[Cerowrt-devel] Fastpass: A Centralized "Zero-Queue" Datacenter Network

Sat Jul 19 13:31:17 EDT 2014

On Sat, Jul 19, 2014 at 9:41 AM,  <Valdis.Kletnieks at vt.edu> wrote:
> On Fri, 18 Jul 2014 17:23:24 -0700, Dave Taht said:
>> In particular, I'd *really love* to rip most of the network stack out
>> of the kernel and into userspace. And I really like the idea of
>> writable hardware that can talk to virtual memory from userspace (the
>> zynq can)

I enjoyed the first comment over here:

https://news.ycombinator.com/item?id=8056001

and stumbled across it in my every-morning's google search for "bufferbloat"

I really hate the fragmentation of the conversation that has happened since
netnews got overwhelmed by spam.

> To misquote Lost Boys, "One thing about living in a microkernel I never could
> stomach, all the damn context switches."

Ha. That movie was filmed in my "hometown" (santa cruz), and all the
local extras in it,
look like that, all the time. Love that movie. Been on those railroad tracks.

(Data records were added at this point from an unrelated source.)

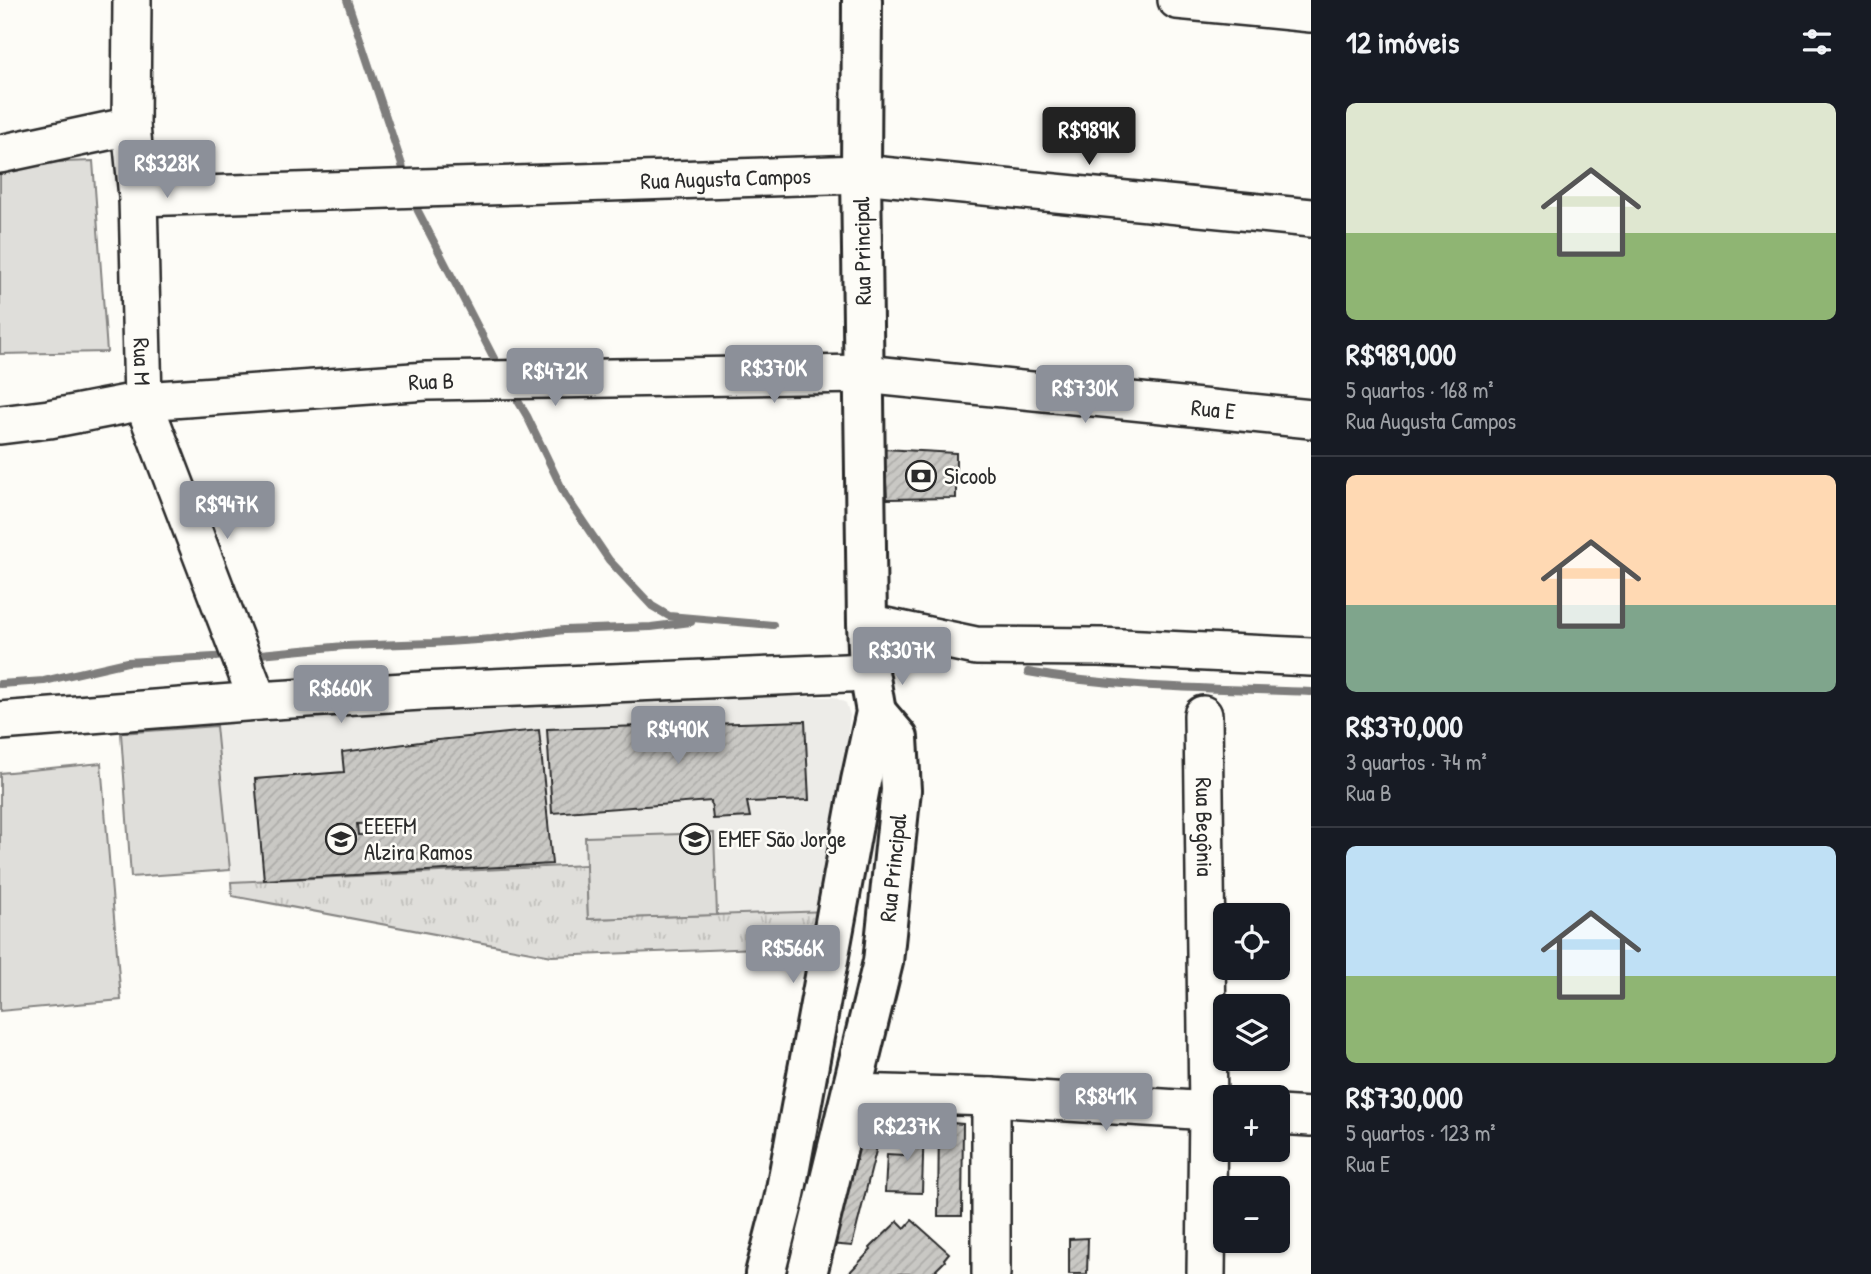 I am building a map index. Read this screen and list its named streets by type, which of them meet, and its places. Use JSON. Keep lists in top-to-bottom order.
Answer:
{
  "streets": {
    "main road": ["Rua Principal"],
    "street": [
      "Rua Augusta Campos",
      "Rua M",
      "Rua B",
      "Rua E",
      "Rua Begônia"
    ]
  },
  "crossings": [
    ["Rua Augusta Campos", "Rua Principal"],
    ["Rua Augusta Campos", "Rua M"],
    ["Rua Principal", "Rua B"],
    ["Rua Principal", "Rua E"],
    ["Rua M", "Rua B"],
    ["Rua B", "Rua E"]
  ],
  "places": {
    "bank": ["Sicoob"],
    "school or university": ["EEEFM Alzira Ramos", "EMEF São Jorge"]
  },
  "page": {
    "heading": "12 imóveis",
    "list": [
      {
        "name": "R$989,000",
        "note": "5 quartos · 168 m² · Rua Augusta Campos"
      },
      {
        "name": "R$370,000",
        "note": "3 quartos · 74 m² · Rua B"
      },
      {
        "name": "R$730,000",
        "note": "5 quartos · 123 m² · Rua E"
      }
    ],
    "price": [
      "R$989K",
      "R$328K",
      "R$370K",
      "R$472K",
      "R$730K",
      "R$947K",
      "R$307K",
      "R$660K",
      "R$490K",
      "R$566K",
      "R$841K",
      "R$237K"
    ],
    "map_buttons": ["+", "−"]
  }
} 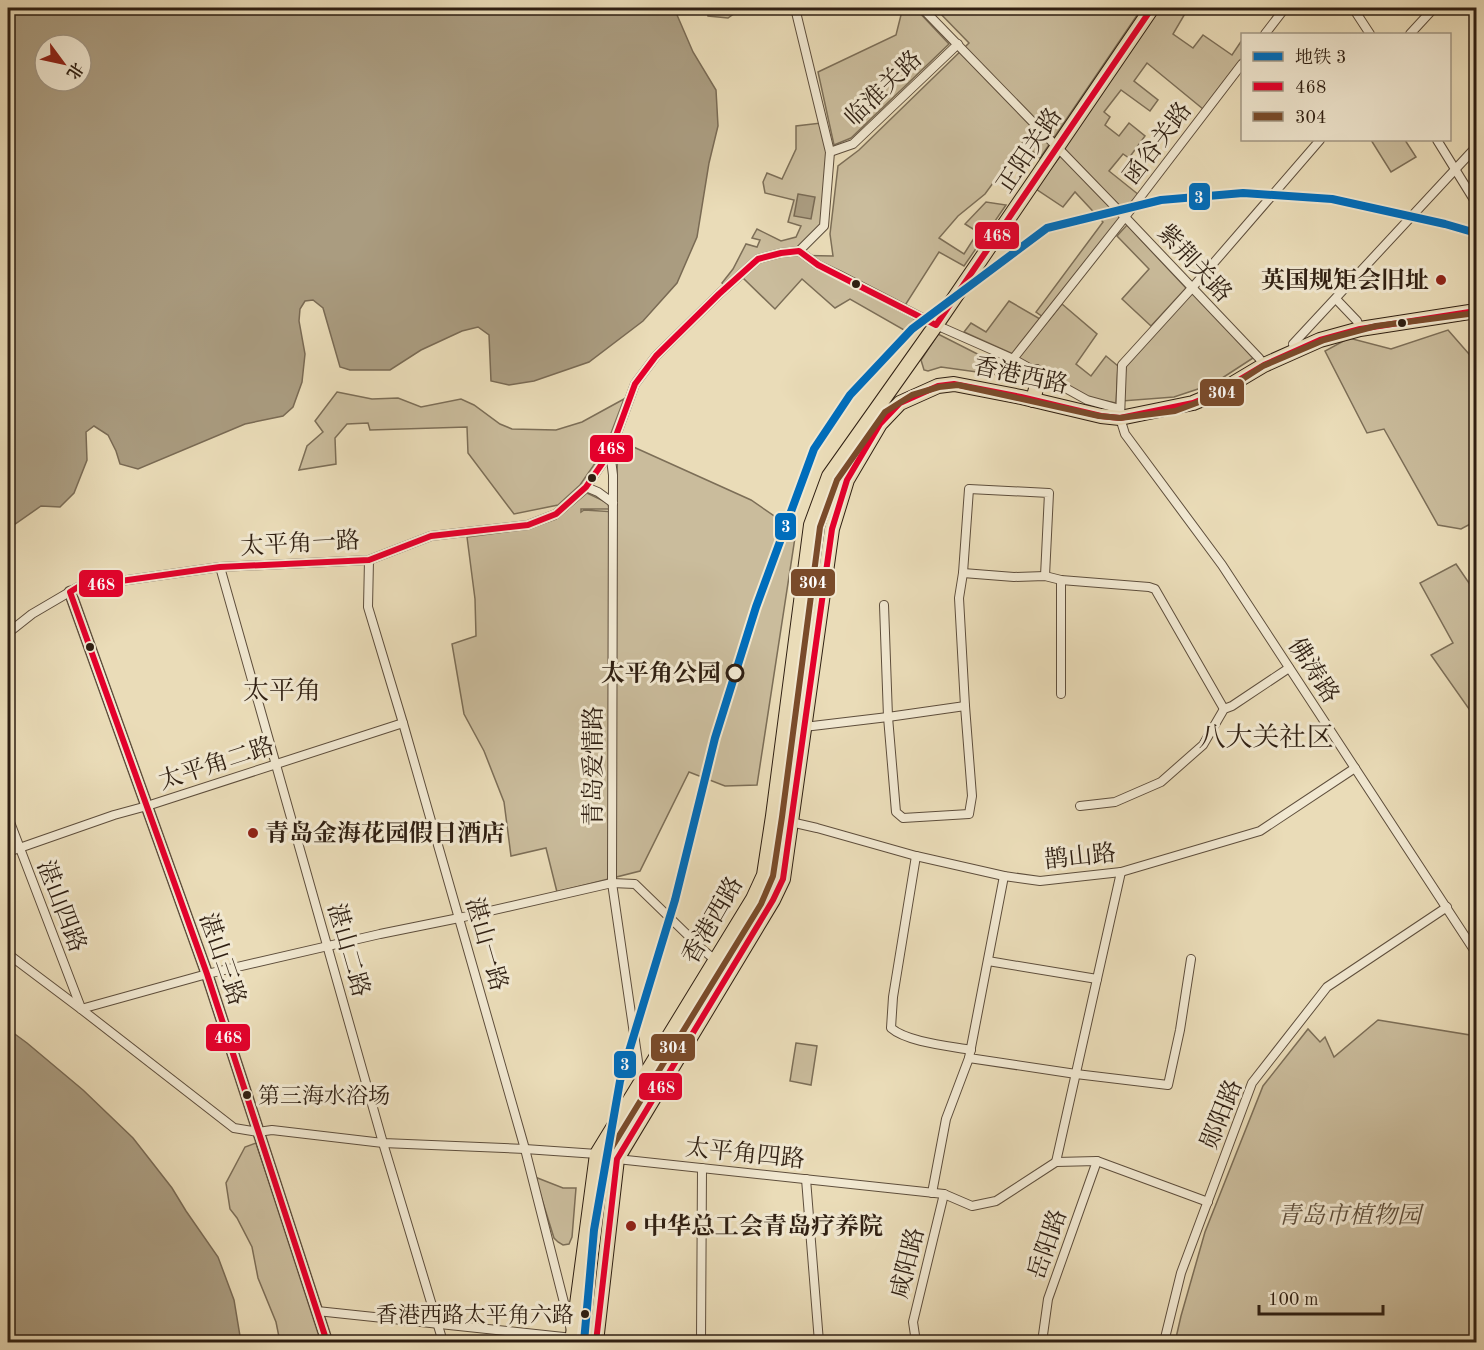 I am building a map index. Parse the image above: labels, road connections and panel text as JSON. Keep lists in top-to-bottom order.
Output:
{
  "streets": {
    "main road": ["正阳关路", "香港西路"],
    "street": [
      "临淮关路",
      "函谷关路",
      "紫荆关路",
      "太平角一路",
      "佛涛路",
      "太平角二路",
      "青岛爱情路",
      "鹊山路",
      "湛山四路",
      "湛山一路",
      "湛山二路",
      "湛山三路",
      "郧阳路",
      "太平角四路",
      "岳阳路",
      "咸阳路"
    ]
  },
  "crossings": [
    ["临淮关路", "紫荆关路"],
    ["函谷关路", "紫荆关路"],
    ["正阳关路", "紫荆关路"],
    ["正阳关路", "香港西路"],
    ["紫荆关路", "香港西路"],
    ["香港西路", "佛涛路"],
    ["香港西路", "青岛爱情路"],
    ["香港西路", "鹊山路"],
    ["香港西路", "湛山一路"],
    ["香港西路", "太平角四路"],
    ["太平角一路", "青岛爱情路"],
    ["太平角一路", "湛山一路"],
    ["太平角一路", "湛山二路"],
    ["太平角一路", "湛山三路"],
    ["佛涛路", "鹊山路"],
    ["佛涛路", "郧阳路"],
    ["太平角二路", "湛山四路"],
    ["太平角二路", "湛山一路"],
    ["太平角二路", "湛山二路"],
    ["太平角二路", "湛山三路"],
    ["湛山四路", "太平角四路"],
    ["湛山一路", "太平角四路"],
    ["湛山二路", "太平角四路"],
    ["湛山三路", "太平角四路"],
    ["太平角四路", "咸阳路"]
  ],
  "districts": ["太平角", "八大关社区"],
  "parks": ["青岛市植物园"],
  "places": [
    "英国规矩会旧址",
    "太平角公园",
    "青岛金海花园假日酒店",
    "第三海水浴场",
    "中华总工会青岛疗养院",
    "香港西路太平角六路"
  ],
  "lines": ["transit line 468", "metro line 3", "transit line 304"],
  "legend": ["地铁 3", "468", "304"],
  "scale_bar": "100 m",
  "north": "bottom right"
} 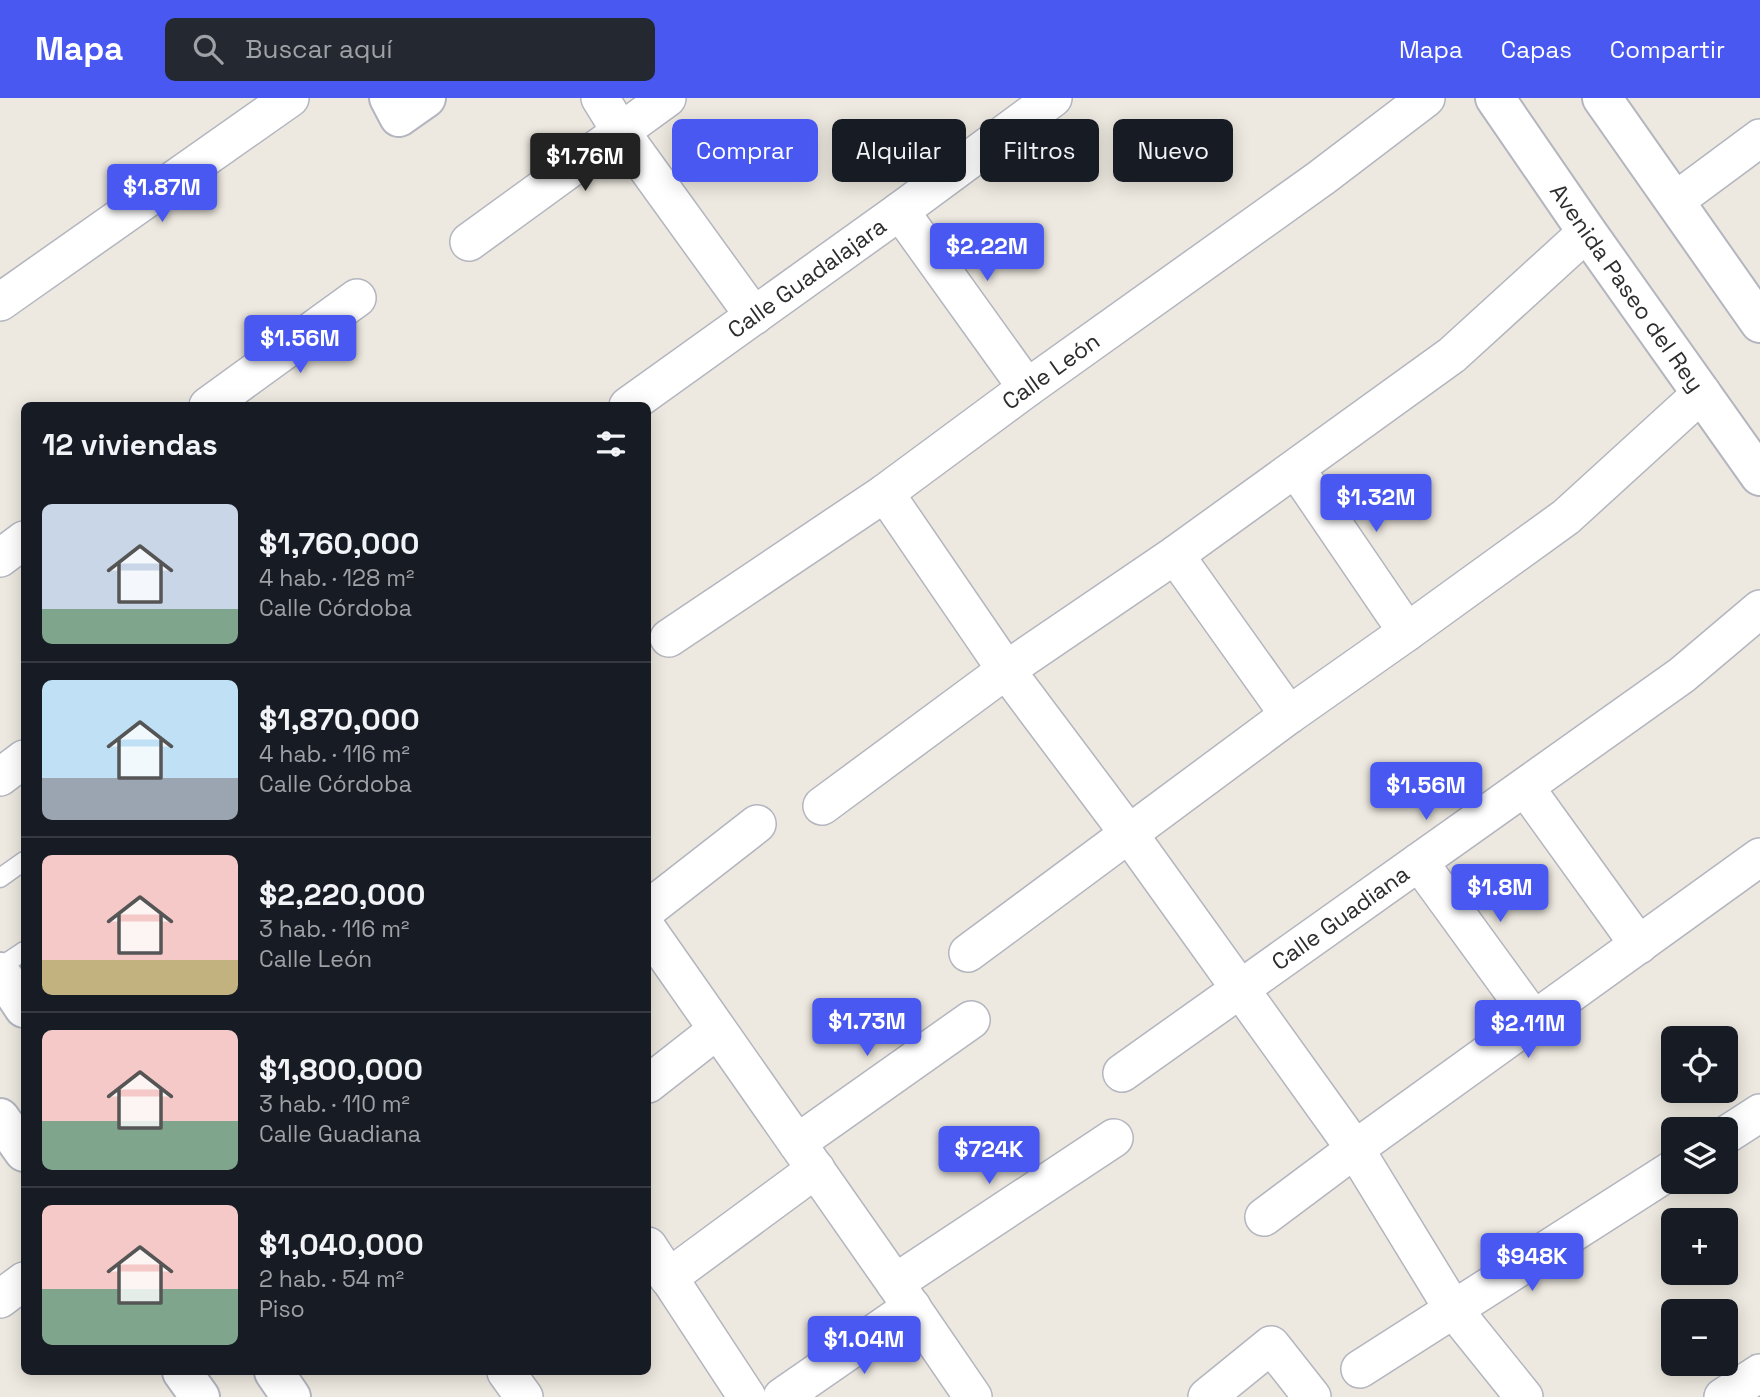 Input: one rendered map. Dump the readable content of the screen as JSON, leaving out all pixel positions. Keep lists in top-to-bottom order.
{
  "streets": {
    "street": [
      "Calle Guadalajara",
      "Avenida Paseo del Rey",
      "Calle León",
      "Calle Guadiana"
    ]
  },
  "page": {
    "header": "Mapa",
    "search": "Buscar aquí",
    "nav": ["Mapa", "Capas", "Compartir"],
    "chip": [
      "Comprar",
      "Alquilar",
      "Filtros",
      "Nuevo"
    ],
    "price": [
      "$1.76M",
      "$1.87M",
      "$2.22M",
      "$1.56M",
      "$1.32M",
      "$1.56M",
      "$1.8M",
      "$1.73M",
      "$2.11M",
      "$724K",
      "$948K",
      "$1.04M"
    ],
    "heading": "12 viviendas",
    "list": [
      {
        "name": "$1,760,000",
        "note": "4 hab. · 128 m² · Calle Córdoba"
      },
      {
        "name": "$1,870,000",
        "note": "4 hab. · 116 m² · Calle Córdoba"
      },
      {
        "name": "$2,220,000",
        "note": "3 hab. · 116 m² · Calle León"
      },
      {
        "name": "$1,800,000",
        "note": "3 hab. · 110 m² · Calle Guadiana"
      },
      {
        "name": "$1,040,000",
        "note": "2 hab. · 54 m² · Piso"
      }
    ],
    "map_buttons": ["+", "−"]
  }
} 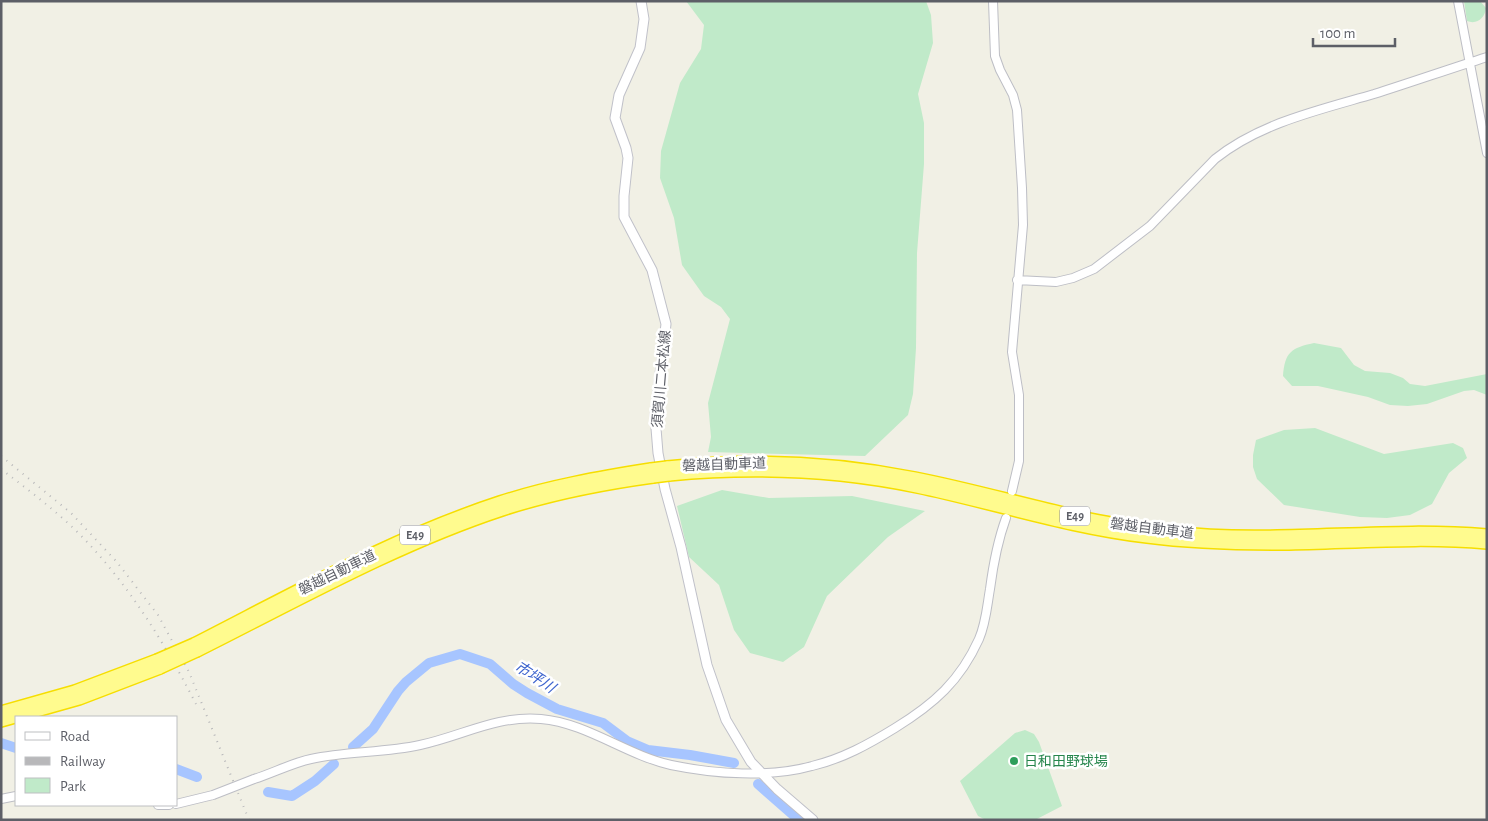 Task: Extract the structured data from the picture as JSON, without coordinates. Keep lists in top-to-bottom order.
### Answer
{
  "streets": {
    "highway": ["磐越自動車道", "E49"],
    "main road": ["須賀川二本松線"]
  },
  "water": ["市坪川"],
  "places": ["日和田野球場"],
  "legend": ["Road", "Railway", "Park"],
  "scale_bar": "100 m"
}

> Or were you thinking going entirely the opposite direction and offloading to
> ever-smarter network cards, sort of a combo of segment offload and zero-copy,
> on steroids no less?

Offloads are pita with our current architectures. Certainly I'd like
to make it easier
to prototype hardware and distribute loads to alternate cpus, whether they be
centralized or distributed.

Things like netmap and click are interesting, as is all the work on openswitch
and SDN related technologies.

http://info.iet.unipi.it/~luigi/netmap/

Not for the ultimate speed of it... but if you can move something that
is very hard to do,
and experiment with, if you do it in kernel, to where you can play
with it in userspace,
having the vm protections there make iterating on ideas much easier.

You can prototype stuff in really high level languages (like python)
and prove stuff
out, and that's a good thing. Certainly the performance won't be
there, but if you
can clearly identify a core performance enhancing thing, you can move it to C
or ASIC later.

I think, incidentally, HAD micro-kernels been successful, hardware
support for them
would have evolved, and it would be far better, more reliable
computing world. I note at the
time that I was working on things like mach, (early 90s) I didn't feel
this way!, as moving
virtual memory management to userspace incurred such a substantial overhead
as to obviate the advantages. There was plenty of other stuff that was
pretty useful
to move to userspace (plan 9 did it better than mach), too, but it all
got lost in how hard
and slow it was at the time to abstract so much out of the kernel.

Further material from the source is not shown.